Anti-personnel mines are designed to disable or kill personnel. The blast type has an explosive charge and detonates when stepped on. Fragmentation types contain shrapnel or have a case that fragments when the main charge fires, and are divided into static mines (which detonate in place), bounding mines (which bound into the air and explode several feet above the ground), and horizontal effect mines (which expel a spray oi shrapnel in one direction).
Not all mines are harmful. You may come across phony mines – dummies planted to make the enemy think they have found a live one and waste time tackling it or avoiding it.
Like any other explosive material, mines and their fuses must be handled carefully. Most mines have safety devices to stop them from going off by accident or prematurely, but as a soldier, you may also find yourself having to improvise mines in the field, so get used to taking great care.
Any amount of explosive can be fused and placed as a mine. Grenades and some demolition charges already have fuse wells for installing firing devices; bombs, mortars, and artillery shells can be used; and incendiary fuels in containers can be rigged as flame mines. The aspects of handling mines are:
1. Fusing – This means installing the detonator and fuse assembly. Fuse wells should be clean and free of the foreign matter when the fuse and detonator are put in.
2. Arming – When the fuse is installed, you arm the mine by removing all safety devices. The mine is then ready to function.
3. Safing – In general, this is the reverse of arming. If you put the mine in place yourself and kept it in sight the whole time, you can remove it from its hold for safing. If not, attach a long rope or wire, take cover, and pull the mine from the hole.
Safing involves checking the sides and bottom of the mine for anti-handling devices and disarming them if found, replacing all pins, clips, or other safety devices; turning the arming dial, if there is one, to ‘Safe’ or ‘Unarmed’; and removing the fuse and, if possible, the detonator.
4. Neutralising – This means destroying the mine if safing is thought to be too risky, as in the case of improvised mines, which will probably be unstable and dangerous. But do not detonate chemical mines: they will contaminate the area.
There are several devices for preventing someone from disabling a mine. Enterprising engineers are apt to booby-trap their mines to make it difficult and dangerous to clear them.
Anti-lift or anti-handling devices, when attached to a mine, will detonate the mine or another charge nearby if the mine is lifted or pulled out of its hole.
An anti-disturbance device sets off the explosion if the mine is disturbed or shaken. Shielded, twisted firing wire can be attached to command-detonated mines to defeat enemy ECM. Long pulse or multi-pulse fuses can defeat tank mine-clearing rollers and explosive mine-clearing charges.
Another way of dealing with mine-clearing rollers is to place an unfused anti-tank mine (or explosive charge) in the ground, connected with detonating cord to a pressure fuse or firing device about three metres away. The roller then rolls over the unfused mine and activates the fuse when the tank itself is over the mine or charge.

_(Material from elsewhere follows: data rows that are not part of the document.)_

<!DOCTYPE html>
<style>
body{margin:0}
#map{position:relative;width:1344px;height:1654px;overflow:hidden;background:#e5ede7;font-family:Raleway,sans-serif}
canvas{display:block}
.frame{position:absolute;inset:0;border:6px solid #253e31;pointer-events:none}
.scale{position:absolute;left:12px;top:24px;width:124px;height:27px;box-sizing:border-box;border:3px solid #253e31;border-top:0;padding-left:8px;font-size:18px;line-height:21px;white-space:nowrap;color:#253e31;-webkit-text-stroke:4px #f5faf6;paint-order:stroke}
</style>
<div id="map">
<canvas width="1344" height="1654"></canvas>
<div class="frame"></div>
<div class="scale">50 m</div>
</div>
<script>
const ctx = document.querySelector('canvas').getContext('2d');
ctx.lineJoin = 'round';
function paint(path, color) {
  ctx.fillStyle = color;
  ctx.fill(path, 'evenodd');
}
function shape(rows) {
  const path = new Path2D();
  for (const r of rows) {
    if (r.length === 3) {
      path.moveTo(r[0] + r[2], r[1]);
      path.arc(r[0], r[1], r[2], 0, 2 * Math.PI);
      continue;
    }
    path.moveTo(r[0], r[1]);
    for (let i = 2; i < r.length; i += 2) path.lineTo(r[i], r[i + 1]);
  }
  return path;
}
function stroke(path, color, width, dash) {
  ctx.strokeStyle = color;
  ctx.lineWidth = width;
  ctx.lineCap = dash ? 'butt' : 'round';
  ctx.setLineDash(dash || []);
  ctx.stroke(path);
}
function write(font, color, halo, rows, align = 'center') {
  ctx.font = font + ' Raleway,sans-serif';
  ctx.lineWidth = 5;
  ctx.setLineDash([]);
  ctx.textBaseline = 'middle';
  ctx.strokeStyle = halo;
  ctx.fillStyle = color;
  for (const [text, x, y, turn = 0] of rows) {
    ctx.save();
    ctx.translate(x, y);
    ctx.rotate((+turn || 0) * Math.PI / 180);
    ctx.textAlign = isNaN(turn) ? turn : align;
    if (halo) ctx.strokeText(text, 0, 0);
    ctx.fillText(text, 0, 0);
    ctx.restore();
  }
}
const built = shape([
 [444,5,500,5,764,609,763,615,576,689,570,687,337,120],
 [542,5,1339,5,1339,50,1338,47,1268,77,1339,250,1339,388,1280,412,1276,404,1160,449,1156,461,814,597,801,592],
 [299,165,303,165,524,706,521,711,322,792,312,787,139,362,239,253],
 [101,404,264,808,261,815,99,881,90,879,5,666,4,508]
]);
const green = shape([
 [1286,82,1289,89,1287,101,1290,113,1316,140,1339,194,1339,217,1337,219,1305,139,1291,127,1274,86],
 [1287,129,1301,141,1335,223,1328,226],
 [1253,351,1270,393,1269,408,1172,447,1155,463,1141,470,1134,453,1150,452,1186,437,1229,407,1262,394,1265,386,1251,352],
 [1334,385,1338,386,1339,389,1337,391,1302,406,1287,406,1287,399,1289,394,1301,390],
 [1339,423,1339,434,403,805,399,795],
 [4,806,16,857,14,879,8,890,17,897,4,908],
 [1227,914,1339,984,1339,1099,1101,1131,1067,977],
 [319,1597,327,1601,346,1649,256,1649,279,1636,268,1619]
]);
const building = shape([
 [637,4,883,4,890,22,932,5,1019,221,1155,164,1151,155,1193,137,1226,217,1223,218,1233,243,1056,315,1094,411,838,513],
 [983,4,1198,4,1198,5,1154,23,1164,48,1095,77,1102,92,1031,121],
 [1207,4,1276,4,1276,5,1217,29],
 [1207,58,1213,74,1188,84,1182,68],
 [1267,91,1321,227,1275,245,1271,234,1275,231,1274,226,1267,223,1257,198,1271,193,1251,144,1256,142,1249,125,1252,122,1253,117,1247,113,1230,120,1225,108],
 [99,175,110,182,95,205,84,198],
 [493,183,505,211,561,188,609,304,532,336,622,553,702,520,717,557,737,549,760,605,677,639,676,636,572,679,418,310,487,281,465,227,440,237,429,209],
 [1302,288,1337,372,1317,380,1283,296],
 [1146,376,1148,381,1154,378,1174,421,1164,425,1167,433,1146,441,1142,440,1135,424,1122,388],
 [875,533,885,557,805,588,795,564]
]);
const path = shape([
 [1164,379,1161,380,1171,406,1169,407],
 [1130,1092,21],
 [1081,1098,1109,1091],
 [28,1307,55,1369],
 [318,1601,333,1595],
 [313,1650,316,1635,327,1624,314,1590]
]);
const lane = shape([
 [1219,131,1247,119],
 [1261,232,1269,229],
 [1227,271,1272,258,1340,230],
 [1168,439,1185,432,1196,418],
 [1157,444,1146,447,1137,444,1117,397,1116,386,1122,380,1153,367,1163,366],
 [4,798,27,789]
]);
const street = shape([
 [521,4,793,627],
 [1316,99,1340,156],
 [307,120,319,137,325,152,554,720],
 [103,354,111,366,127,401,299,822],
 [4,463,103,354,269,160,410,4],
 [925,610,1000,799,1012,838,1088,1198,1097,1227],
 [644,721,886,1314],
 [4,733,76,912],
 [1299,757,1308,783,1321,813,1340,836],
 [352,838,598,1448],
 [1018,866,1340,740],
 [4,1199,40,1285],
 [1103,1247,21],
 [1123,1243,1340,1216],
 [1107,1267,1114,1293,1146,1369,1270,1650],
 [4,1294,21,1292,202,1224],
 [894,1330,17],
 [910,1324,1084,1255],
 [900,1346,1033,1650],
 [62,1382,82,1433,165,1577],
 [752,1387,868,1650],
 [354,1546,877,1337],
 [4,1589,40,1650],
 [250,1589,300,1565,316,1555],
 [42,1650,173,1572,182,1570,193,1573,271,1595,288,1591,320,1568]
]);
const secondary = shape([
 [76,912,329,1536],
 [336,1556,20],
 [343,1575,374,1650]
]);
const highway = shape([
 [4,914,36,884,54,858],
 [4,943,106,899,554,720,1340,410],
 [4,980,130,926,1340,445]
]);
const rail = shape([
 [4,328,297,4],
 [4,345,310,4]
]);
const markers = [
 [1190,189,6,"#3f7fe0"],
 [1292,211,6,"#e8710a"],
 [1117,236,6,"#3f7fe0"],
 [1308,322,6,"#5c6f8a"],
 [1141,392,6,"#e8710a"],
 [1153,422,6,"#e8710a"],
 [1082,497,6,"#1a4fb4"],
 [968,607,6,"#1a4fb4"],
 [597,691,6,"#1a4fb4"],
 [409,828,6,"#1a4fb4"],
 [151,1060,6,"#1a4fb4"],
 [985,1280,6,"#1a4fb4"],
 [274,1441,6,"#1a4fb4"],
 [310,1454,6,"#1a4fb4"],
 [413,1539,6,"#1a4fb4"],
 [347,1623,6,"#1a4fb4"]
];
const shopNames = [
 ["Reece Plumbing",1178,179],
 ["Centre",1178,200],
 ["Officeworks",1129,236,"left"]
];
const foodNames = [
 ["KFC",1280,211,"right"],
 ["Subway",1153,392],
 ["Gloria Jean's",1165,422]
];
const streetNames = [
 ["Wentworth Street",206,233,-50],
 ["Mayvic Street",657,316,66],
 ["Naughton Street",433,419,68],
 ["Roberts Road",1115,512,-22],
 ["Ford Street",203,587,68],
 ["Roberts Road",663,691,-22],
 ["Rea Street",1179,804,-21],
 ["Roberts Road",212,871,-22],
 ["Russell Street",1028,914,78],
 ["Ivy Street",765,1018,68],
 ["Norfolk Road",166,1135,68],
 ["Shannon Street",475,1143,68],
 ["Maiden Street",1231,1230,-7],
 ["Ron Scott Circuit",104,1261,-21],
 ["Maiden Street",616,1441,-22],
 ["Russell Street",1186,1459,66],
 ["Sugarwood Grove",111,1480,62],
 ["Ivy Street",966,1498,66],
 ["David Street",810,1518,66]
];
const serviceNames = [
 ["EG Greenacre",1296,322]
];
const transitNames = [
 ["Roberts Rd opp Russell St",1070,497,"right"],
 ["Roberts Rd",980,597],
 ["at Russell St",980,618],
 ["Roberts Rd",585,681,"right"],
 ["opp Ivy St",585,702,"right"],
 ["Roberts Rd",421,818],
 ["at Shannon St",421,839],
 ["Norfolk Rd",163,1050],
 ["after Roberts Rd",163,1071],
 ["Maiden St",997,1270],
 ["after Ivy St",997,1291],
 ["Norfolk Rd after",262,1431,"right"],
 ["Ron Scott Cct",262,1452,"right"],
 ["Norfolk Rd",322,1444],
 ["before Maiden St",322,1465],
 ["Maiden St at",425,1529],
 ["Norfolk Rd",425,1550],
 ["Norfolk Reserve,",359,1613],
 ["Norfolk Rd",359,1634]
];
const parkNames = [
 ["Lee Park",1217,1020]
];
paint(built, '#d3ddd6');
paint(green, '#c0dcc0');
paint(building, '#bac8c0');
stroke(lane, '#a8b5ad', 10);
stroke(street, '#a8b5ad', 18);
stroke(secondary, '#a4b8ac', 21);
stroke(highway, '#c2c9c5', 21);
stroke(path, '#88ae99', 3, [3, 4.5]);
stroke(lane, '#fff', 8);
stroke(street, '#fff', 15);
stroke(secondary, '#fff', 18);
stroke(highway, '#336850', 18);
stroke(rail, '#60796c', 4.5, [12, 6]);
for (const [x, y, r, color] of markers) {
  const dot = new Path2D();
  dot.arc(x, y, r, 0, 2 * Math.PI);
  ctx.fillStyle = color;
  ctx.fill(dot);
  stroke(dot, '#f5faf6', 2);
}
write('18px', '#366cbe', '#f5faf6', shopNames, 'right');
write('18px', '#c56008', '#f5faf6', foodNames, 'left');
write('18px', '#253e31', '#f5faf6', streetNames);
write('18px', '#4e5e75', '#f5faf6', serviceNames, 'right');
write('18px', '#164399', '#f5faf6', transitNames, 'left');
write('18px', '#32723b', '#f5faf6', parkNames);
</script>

Most anti-tank mines cannot be set off by a man’s weight, so unless they are used in conjunction with AP mines, infantry could lift them. For this reason, many mines will have anti-handling devices fitted to additional detonator wells.

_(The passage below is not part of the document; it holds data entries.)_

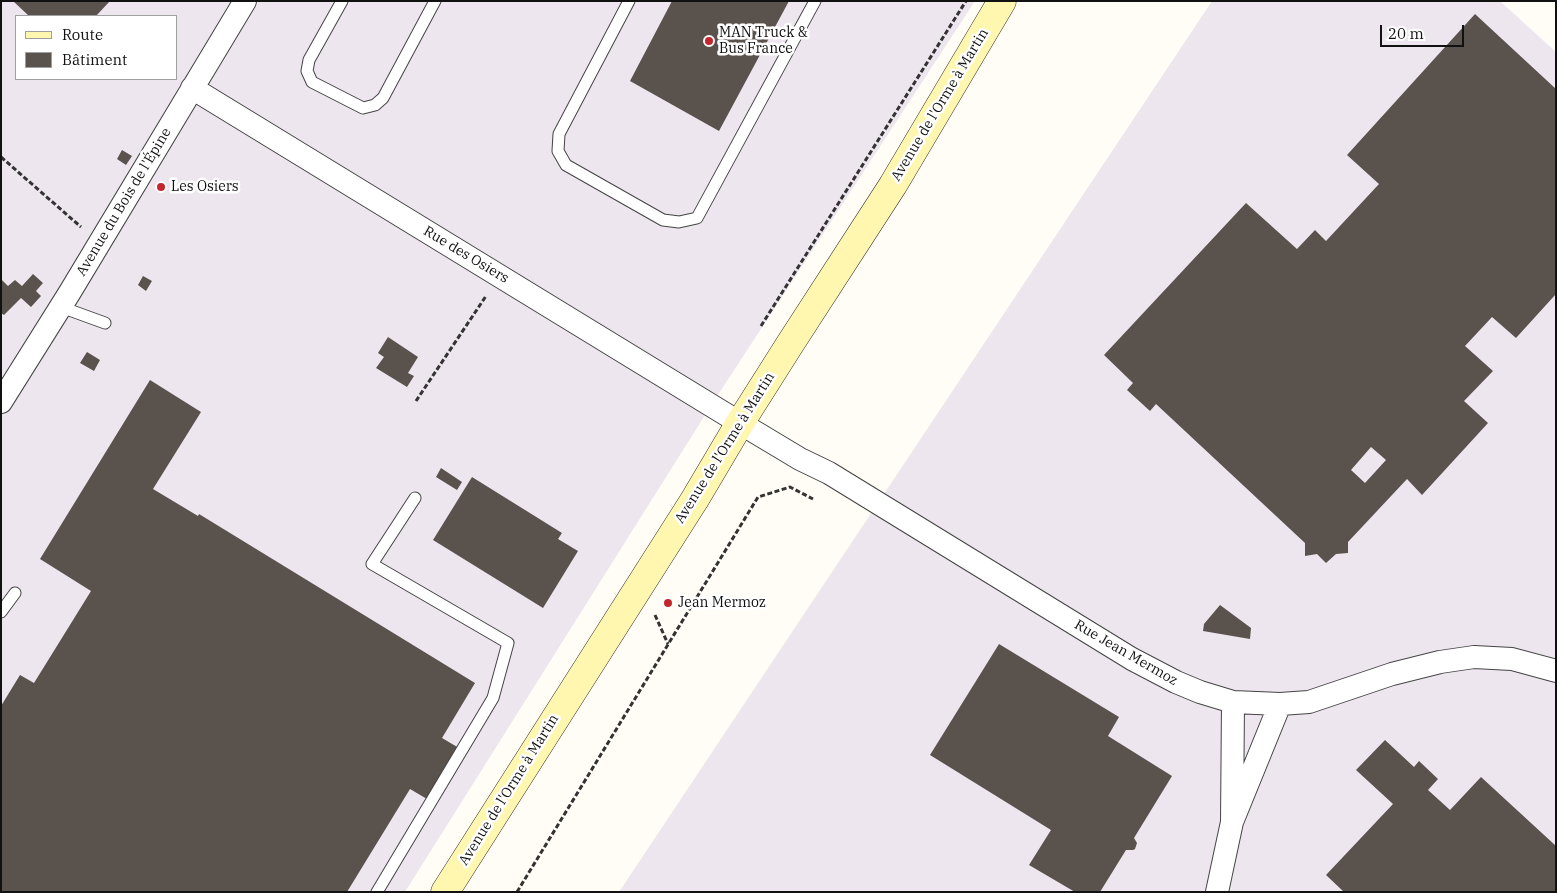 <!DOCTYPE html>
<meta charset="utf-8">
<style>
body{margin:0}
#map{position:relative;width:1557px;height:893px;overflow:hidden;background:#fffdf5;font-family:"IBM Plex Serif",serif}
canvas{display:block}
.frame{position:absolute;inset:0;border:2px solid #111;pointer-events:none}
.legend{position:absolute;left:15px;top:15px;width:162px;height:65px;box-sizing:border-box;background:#fff;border:1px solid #a0a0a0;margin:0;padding:6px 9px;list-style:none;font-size:15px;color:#111}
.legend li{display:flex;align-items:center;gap:10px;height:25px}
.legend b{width:25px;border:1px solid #a0a0a0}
.scale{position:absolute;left:1380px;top:25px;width:84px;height:22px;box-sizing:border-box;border:2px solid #111;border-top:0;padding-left:6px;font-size:15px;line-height:18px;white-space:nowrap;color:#111;-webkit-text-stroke:4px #fff;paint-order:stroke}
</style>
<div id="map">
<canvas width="1557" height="893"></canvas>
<div class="frame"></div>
<ul class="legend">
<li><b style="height:6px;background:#fff6b0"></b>Route</li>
<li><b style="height:14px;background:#5a524d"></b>Bâtiment</li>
</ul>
<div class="scale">20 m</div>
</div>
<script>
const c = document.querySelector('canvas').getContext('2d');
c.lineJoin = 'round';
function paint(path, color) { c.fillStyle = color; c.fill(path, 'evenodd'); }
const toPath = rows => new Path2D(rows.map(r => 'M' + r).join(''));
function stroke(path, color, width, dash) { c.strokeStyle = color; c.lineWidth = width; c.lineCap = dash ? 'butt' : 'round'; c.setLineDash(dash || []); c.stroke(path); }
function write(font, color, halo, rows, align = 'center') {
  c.font = font + ' "IBM Plex Serif",serif'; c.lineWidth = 5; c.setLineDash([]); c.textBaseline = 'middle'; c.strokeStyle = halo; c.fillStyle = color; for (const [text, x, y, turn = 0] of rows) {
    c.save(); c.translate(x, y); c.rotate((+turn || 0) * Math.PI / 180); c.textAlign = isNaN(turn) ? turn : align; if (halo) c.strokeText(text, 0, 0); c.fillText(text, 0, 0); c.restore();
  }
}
paint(toPath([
 [1,1,975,1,712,404,405,892,1,892],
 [16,16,176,16,176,79,16,79],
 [1212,1,1500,1,1556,52,1556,892,619,892]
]), '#eee6ef');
paint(toPath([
 [13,1,110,1,96,16,29,16],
 [672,1,789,1,719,131,630,81],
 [1475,14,1556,89,1556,294,1516,338,1492,317,1465,346,1493,371,1464,401,1488,423,1422,495,1407,479,1348,542,1348,553,1336,554,1326,563,1317,554,1305,556,1305,543,1156,404,1150,411,1127,390,1133,383,1104,355,1246,203,1297,249,1315,230,1326,241,1379,184,1347,155],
 [1371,447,1386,460,1365,483,1351,470],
 [122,150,132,156,126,165,117,159],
 [33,274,43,283,36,291,41,296,31,307,21,298,4,315,1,313,1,279,8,286,15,280,22,286],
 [143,276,152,281,146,291,138,285],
 [388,337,418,357,408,373,414,376,407,387,376,368,384,357,378,353],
 [87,352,100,360,94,371,80,363],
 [150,380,201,412,153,489,198,516,199,514,475,683,442,738,459,748,427,799,410,789,347,892,1,892,1,706,20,675,34,683,91,591,40,559],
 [441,468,462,482,457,490,436,477],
 [472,477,562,533,558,539,578,551,543,608,433,540],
 [1220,605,1251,628,1250,639,1203,631,1204,624],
 [999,644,1119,717,1108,736,1172,776,1134,838,1137,843,1135,849,1133,850,1126,850,1100,892,1075,892,1029,865,1051,830,930,755],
 [1385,740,1414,767,1419,761,1438,779,1428,790,1450,810,1481,777,1556,846,1556,892,1344,892,1326,875,1393,804,1356,770]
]), '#5a524d');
const lane = toPath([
 [342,1,309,60,307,71,312,82,363,108,375,105,383,98,435,1],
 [629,1,559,134,558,151,566,165,663,220,679,222,697,218,815,1],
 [61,307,105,323],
 [1,612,15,593],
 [377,892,493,698,508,643,372,564,415,498]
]);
const street = toPath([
 [192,88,740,423,800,459,829,473,1132,659,1176,682,1200,692,1233,702,1280,704,1309,702,1392,674,1440,662,1474,657,1512,659,1556,671],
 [1,402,70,292,245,1],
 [1233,702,1232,822,1280,704],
 [1217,892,1232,822]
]);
const secondary = toPath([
 [445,892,695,499,740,423,790,344,893,185,1002,1]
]);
stroke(lane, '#444', 13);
stroke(street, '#444', 24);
stroke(secondary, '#333', 29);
stroke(toPath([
 [1,157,81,227],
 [761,326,966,1],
 [416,401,486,296],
 [655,615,668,644],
 [517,892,758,497,790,487,813,499]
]), '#333', 3, [5, 2.5]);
stroke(lane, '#fff', 11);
stroke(street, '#fff', 22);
stroke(secondary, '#fff6b0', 28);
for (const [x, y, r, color] of [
 [709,41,5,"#c4262e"],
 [161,187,5,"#c4262e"],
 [668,603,5,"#c4262e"]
]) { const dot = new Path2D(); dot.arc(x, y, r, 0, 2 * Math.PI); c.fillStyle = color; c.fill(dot); stroke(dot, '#fff', 2); }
write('14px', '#111', '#fff', [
 ["MAN Truck &",719,33],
 ["Bus France",719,49],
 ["Les Osiers",171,187],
 ["Jean Mermoz",678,603]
], 'left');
write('14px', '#111', '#fff', [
 ["Avenue de l'Orme à Martin",940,105,-59],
 ["Avenue du Bois de l'Épine",124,202,-59],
 ["Rue des Osiers",466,255,31],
 ["Avenue de l'Orme à Martin",725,448,-58],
 ["Rue Jean Mermoz",1126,653,30],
 ["Avenue de l'Orme à Martin",509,790,-58]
]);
</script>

Slightly more sneaky is the use of a second mine to booby-trap the First using a pull-firing device. Most anti-tank mines are equipped with extra detonator wells, but the same effect can be achieved with quantities of explosives placed with the mine.
A last word
With the current situation in Ukraine, the information provided in this article can prove useful for those living in a war zone. We must all acknowledge that we live in uncertain times, and even though the probability of war on domestic soil is low, we can’t really tell what the future may bring. In a follow-up article, we will cover the mine detecting and avoidance principles.